### TASK GOAL
Would you please copy each line below that includes the string "Lane"?

[Extracted data entries]
------

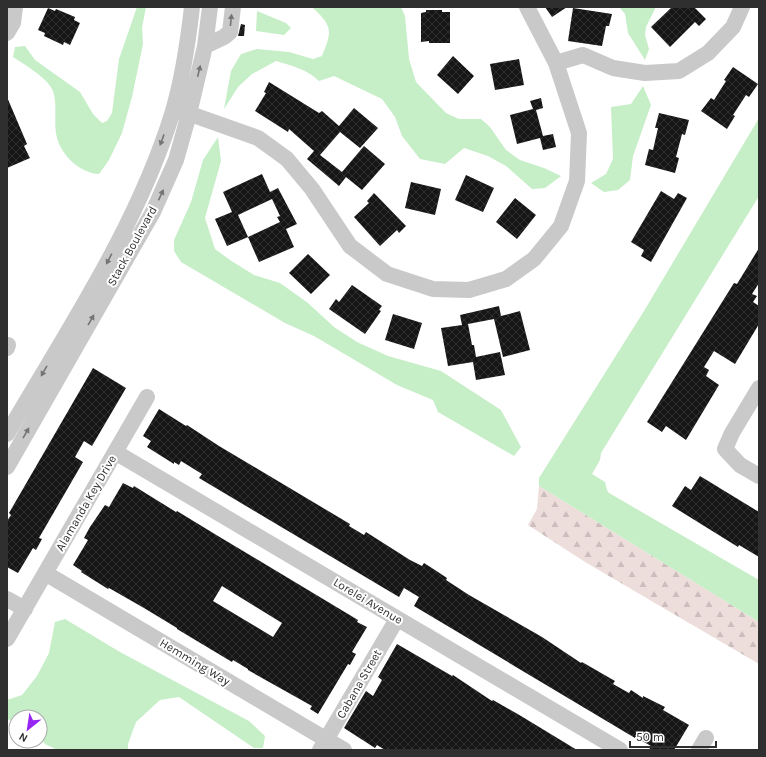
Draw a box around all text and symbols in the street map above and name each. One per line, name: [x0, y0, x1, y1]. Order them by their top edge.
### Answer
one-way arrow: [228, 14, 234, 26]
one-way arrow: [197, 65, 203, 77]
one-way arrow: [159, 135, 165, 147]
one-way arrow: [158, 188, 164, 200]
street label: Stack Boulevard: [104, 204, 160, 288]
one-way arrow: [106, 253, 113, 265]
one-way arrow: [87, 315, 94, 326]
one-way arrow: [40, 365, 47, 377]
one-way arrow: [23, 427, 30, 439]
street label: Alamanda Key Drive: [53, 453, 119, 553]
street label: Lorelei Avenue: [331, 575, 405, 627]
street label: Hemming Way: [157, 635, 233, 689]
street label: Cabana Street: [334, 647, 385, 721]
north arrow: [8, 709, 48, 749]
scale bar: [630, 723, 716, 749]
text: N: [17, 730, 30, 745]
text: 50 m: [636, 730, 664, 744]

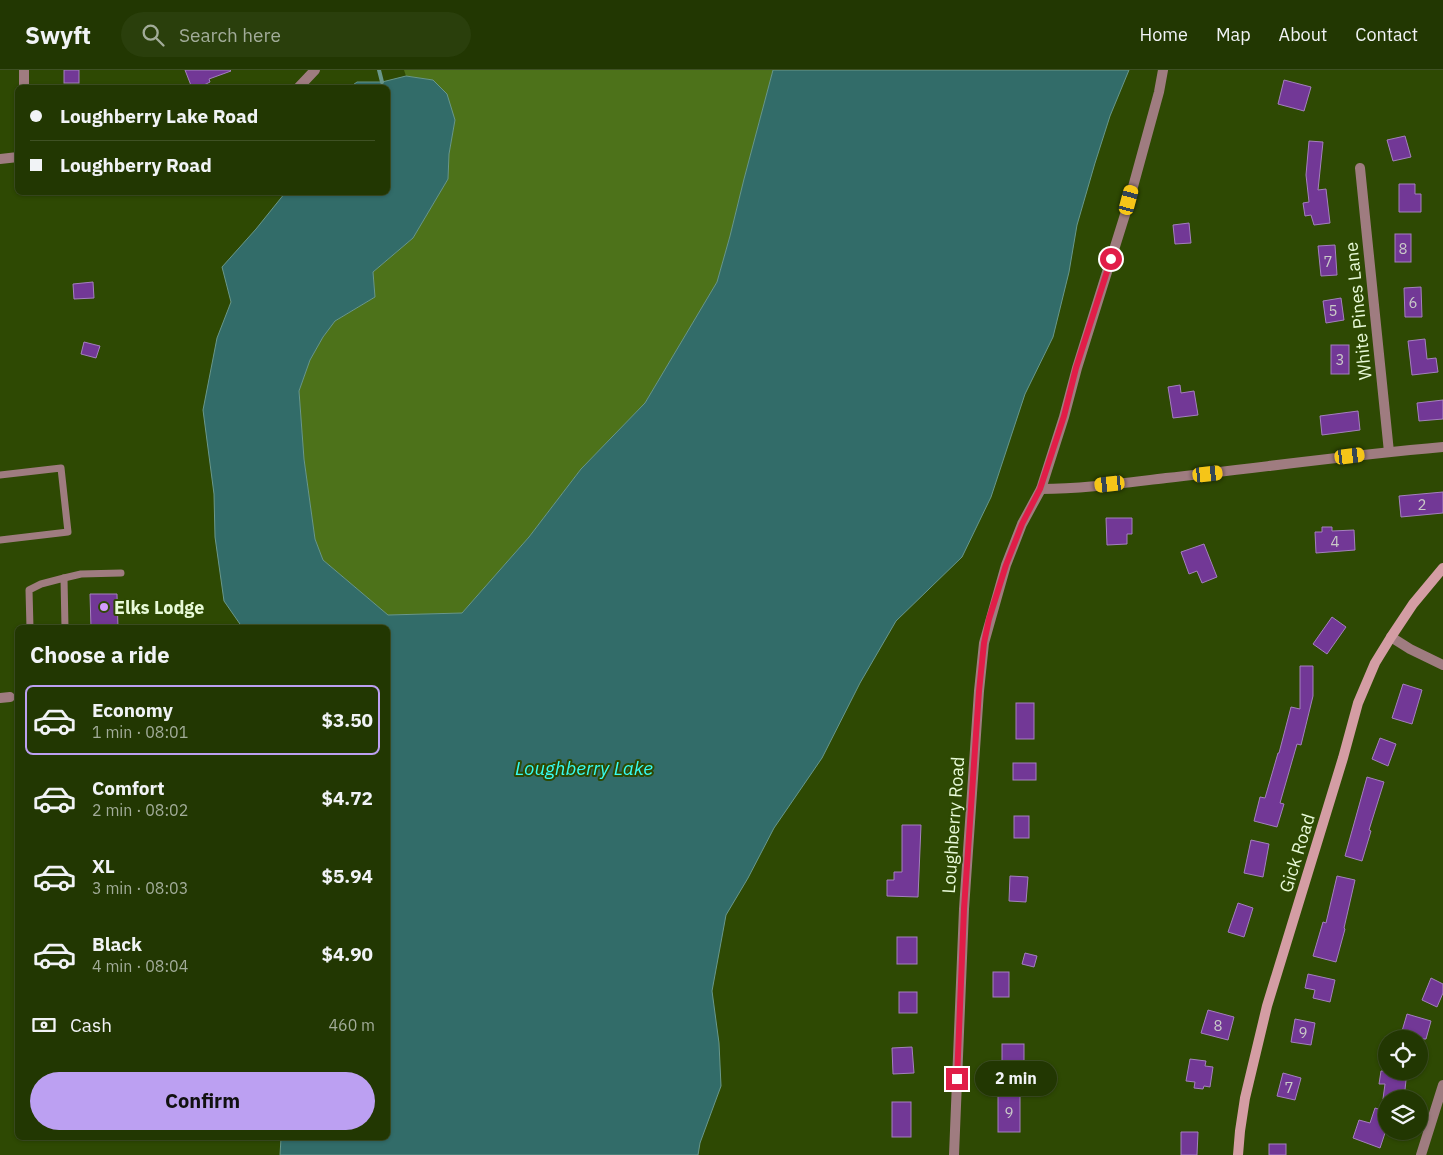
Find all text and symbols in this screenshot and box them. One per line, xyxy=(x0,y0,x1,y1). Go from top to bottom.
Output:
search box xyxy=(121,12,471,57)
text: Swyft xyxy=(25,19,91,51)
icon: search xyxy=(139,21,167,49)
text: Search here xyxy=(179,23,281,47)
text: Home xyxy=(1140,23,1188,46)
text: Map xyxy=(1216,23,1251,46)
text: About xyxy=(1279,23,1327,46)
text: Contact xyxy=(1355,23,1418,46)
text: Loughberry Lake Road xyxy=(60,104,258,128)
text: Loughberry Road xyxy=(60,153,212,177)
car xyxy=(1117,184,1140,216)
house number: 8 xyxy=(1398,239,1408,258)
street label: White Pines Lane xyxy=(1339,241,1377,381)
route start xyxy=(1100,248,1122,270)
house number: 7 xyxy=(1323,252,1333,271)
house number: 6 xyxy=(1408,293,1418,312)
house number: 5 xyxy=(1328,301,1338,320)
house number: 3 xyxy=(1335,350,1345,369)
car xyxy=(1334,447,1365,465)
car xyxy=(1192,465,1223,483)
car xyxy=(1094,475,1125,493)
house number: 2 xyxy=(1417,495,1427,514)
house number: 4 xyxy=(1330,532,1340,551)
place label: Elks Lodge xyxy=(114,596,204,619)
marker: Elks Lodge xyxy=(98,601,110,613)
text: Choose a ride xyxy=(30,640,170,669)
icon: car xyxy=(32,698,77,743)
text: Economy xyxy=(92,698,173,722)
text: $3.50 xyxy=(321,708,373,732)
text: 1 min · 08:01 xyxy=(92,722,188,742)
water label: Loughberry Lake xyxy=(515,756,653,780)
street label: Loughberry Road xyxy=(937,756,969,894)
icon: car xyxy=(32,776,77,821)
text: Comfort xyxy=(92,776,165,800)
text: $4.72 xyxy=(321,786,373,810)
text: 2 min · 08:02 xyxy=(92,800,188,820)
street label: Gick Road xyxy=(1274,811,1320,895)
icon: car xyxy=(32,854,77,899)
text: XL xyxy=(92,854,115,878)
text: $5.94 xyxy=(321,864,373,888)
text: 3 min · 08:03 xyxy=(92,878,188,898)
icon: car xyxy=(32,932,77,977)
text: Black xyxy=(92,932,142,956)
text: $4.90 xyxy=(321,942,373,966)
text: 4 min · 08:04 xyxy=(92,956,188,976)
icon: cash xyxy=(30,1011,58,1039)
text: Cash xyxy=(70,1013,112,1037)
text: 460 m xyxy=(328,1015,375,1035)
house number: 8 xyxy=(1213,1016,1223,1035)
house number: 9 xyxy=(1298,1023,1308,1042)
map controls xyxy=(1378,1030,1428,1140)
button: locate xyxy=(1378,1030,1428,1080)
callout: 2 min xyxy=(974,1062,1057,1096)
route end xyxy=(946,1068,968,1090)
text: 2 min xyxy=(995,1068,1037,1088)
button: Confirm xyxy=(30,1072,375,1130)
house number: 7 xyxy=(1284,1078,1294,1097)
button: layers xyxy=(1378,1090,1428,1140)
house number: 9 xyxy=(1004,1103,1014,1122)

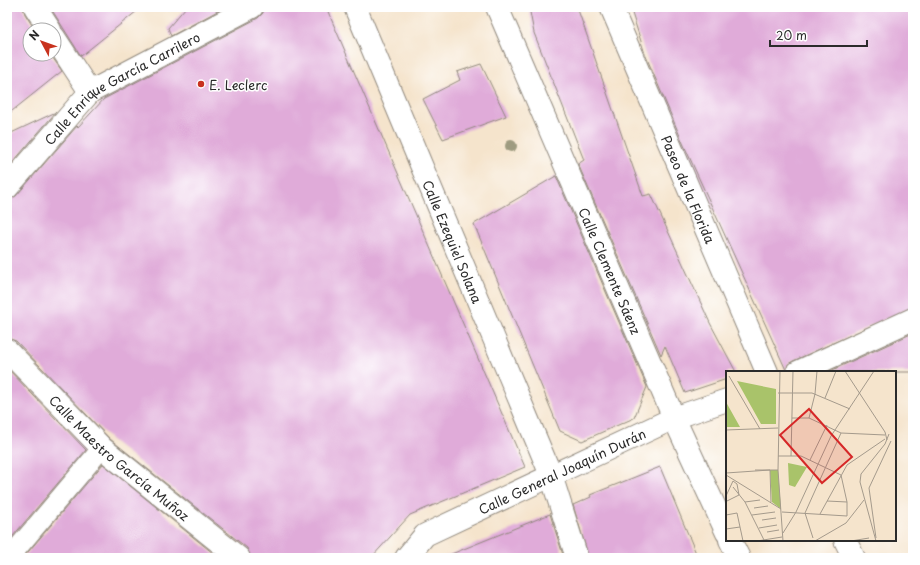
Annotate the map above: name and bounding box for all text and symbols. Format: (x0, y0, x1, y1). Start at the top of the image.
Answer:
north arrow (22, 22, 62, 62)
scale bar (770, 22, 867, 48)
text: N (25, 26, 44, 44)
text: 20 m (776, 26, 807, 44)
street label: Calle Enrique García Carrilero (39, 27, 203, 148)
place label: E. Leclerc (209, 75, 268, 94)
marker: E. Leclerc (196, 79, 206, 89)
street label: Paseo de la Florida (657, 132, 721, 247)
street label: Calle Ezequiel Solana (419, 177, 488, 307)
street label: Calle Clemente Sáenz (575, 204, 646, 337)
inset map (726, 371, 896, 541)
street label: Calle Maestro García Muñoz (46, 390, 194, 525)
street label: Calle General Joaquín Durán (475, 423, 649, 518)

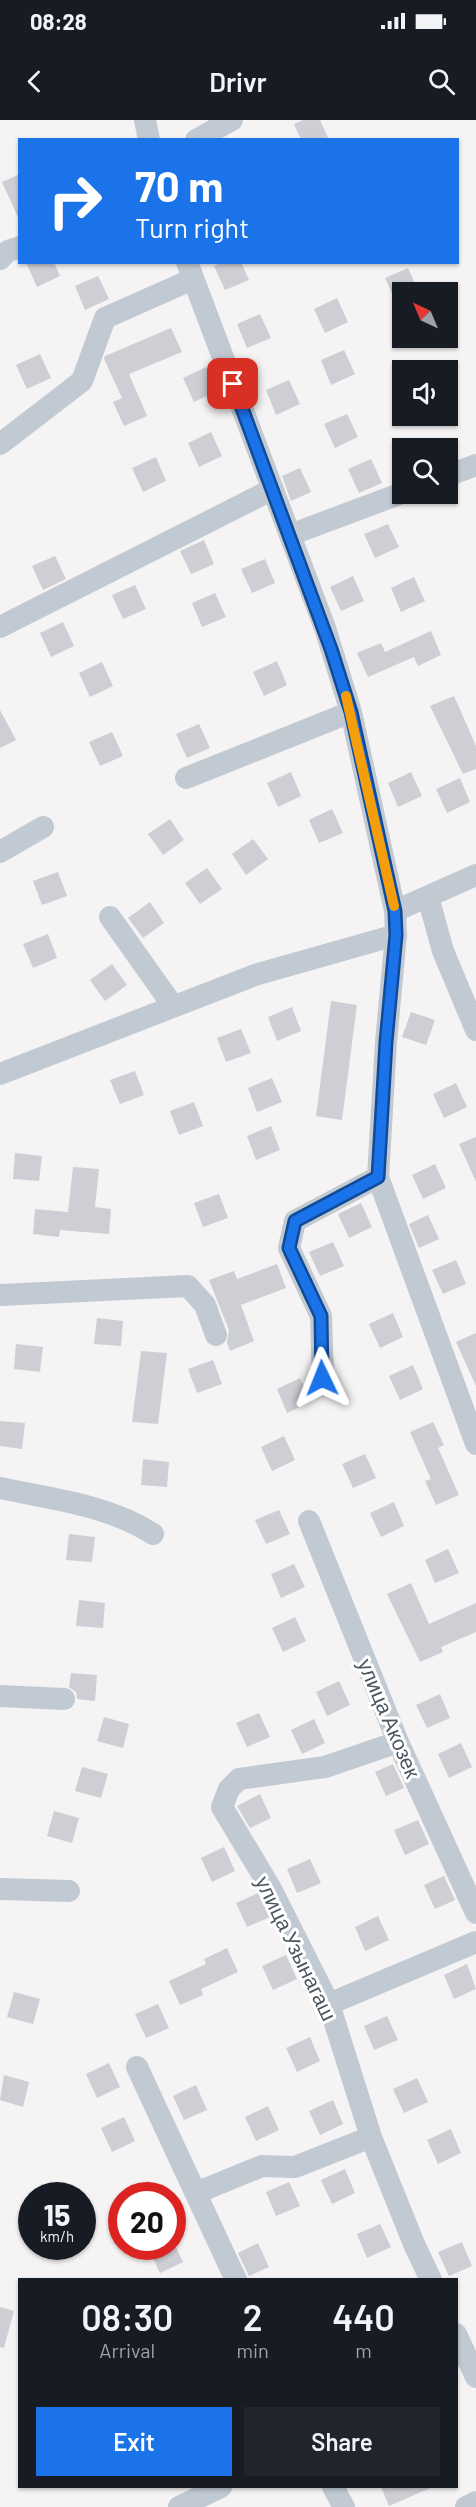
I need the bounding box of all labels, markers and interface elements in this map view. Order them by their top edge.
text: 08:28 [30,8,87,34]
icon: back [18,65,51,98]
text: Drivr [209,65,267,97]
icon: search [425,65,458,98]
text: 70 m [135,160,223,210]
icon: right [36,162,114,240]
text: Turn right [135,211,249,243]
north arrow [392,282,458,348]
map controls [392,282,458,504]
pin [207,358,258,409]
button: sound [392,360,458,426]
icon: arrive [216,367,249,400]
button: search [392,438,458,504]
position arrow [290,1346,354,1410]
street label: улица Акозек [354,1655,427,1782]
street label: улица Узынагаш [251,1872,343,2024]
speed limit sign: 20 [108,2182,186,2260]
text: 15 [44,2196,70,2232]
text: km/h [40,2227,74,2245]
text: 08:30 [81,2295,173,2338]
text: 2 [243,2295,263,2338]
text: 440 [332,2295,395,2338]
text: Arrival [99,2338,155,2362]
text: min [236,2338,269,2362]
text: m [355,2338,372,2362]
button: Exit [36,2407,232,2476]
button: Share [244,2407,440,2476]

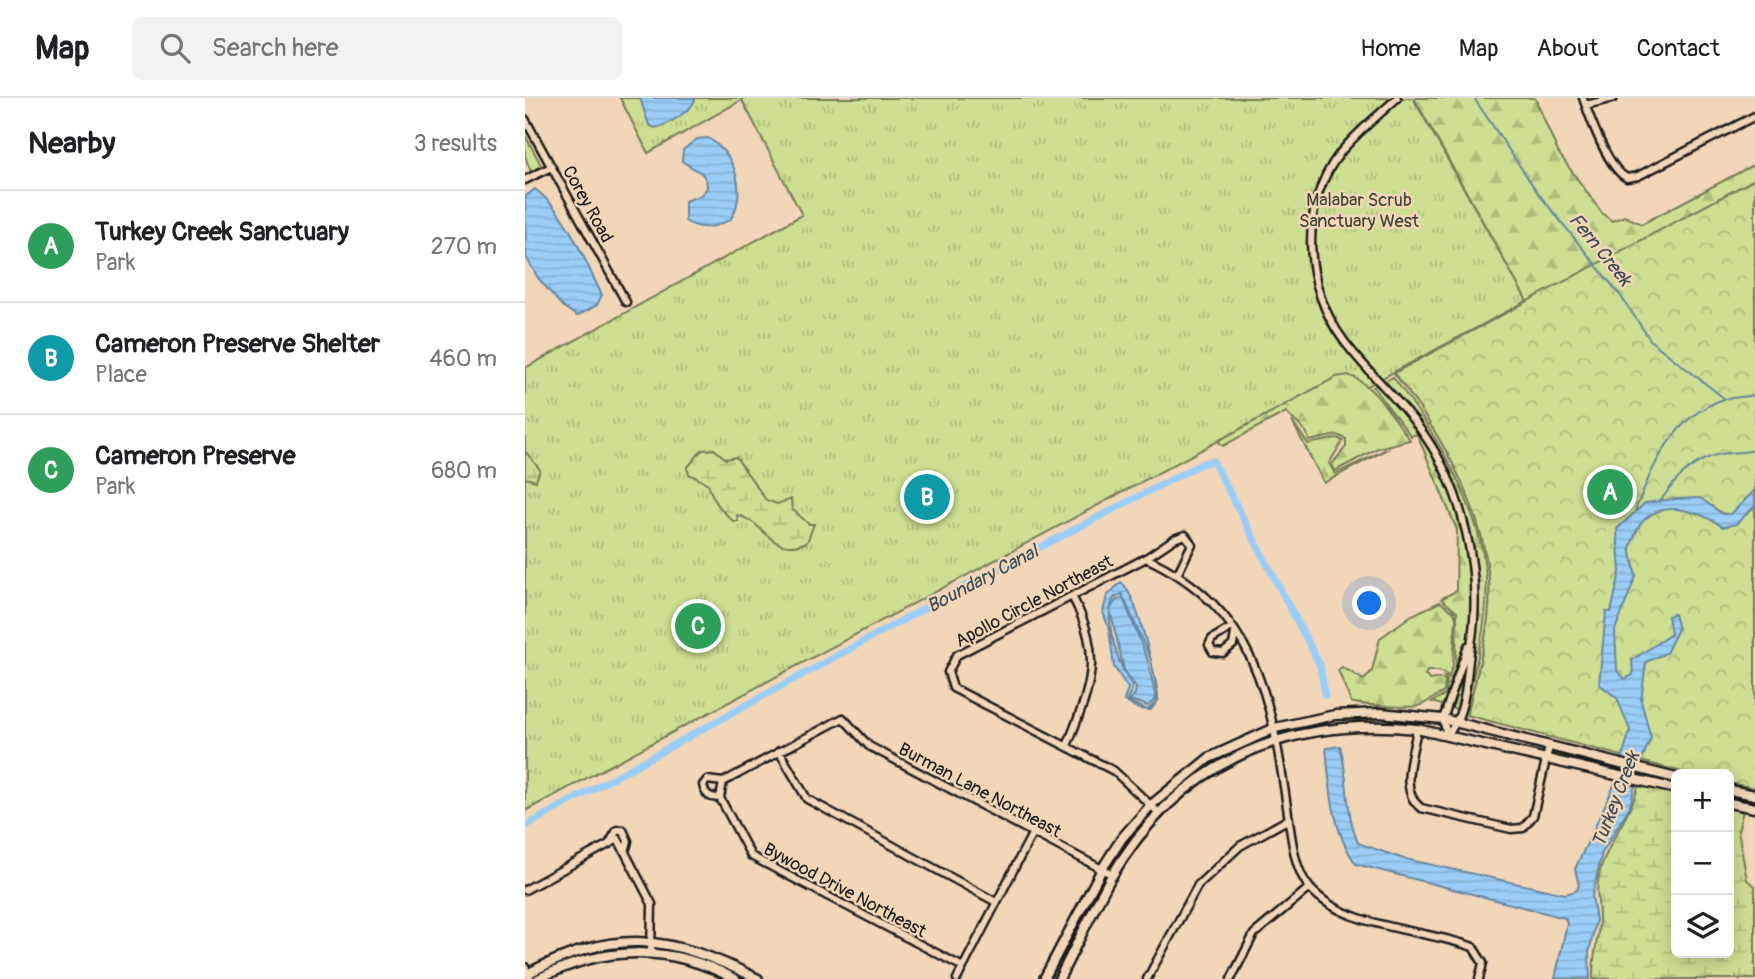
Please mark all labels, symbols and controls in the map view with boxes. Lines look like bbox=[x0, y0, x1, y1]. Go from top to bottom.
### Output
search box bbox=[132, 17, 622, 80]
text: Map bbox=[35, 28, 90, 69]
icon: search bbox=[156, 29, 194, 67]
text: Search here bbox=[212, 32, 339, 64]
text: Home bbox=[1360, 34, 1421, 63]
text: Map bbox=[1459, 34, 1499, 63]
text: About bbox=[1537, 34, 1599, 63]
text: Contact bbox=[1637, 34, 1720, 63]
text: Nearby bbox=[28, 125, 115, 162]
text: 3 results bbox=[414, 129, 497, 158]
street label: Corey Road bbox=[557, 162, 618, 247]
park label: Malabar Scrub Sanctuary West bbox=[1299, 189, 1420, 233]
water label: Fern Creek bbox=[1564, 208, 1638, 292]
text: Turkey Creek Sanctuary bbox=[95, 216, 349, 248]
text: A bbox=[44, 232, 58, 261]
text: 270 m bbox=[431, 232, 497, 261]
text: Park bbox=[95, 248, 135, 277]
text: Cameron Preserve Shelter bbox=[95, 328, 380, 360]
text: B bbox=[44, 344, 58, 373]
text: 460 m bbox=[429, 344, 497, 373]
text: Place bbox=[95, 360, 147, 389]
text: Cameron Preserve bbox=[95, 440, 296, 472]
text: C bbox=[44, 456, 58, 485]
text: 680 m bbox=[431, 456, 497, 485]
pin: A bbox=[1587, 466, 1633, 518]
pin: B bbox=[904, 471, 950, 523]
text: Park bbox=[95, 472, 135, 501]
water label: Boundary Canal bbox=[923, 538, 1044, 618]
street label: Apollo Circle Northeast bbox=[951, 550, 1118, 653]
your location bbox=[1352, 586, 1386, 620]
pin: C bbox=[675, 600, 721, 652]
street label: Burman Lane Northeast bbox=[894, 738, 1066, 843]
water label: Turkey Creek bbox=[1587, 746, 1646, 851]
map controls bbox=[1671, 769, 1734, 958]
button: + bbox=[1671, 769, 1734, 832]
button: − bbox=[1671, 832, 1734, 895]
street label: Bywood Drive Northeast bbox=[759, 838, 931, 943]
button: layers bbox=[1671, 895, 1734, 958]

------

### SOLUTION
street label: White Pines Lane xyxy=(1339,241,1377,381)
street label: Burman Lane Northeast bbox=[894, 738, 1066, 843]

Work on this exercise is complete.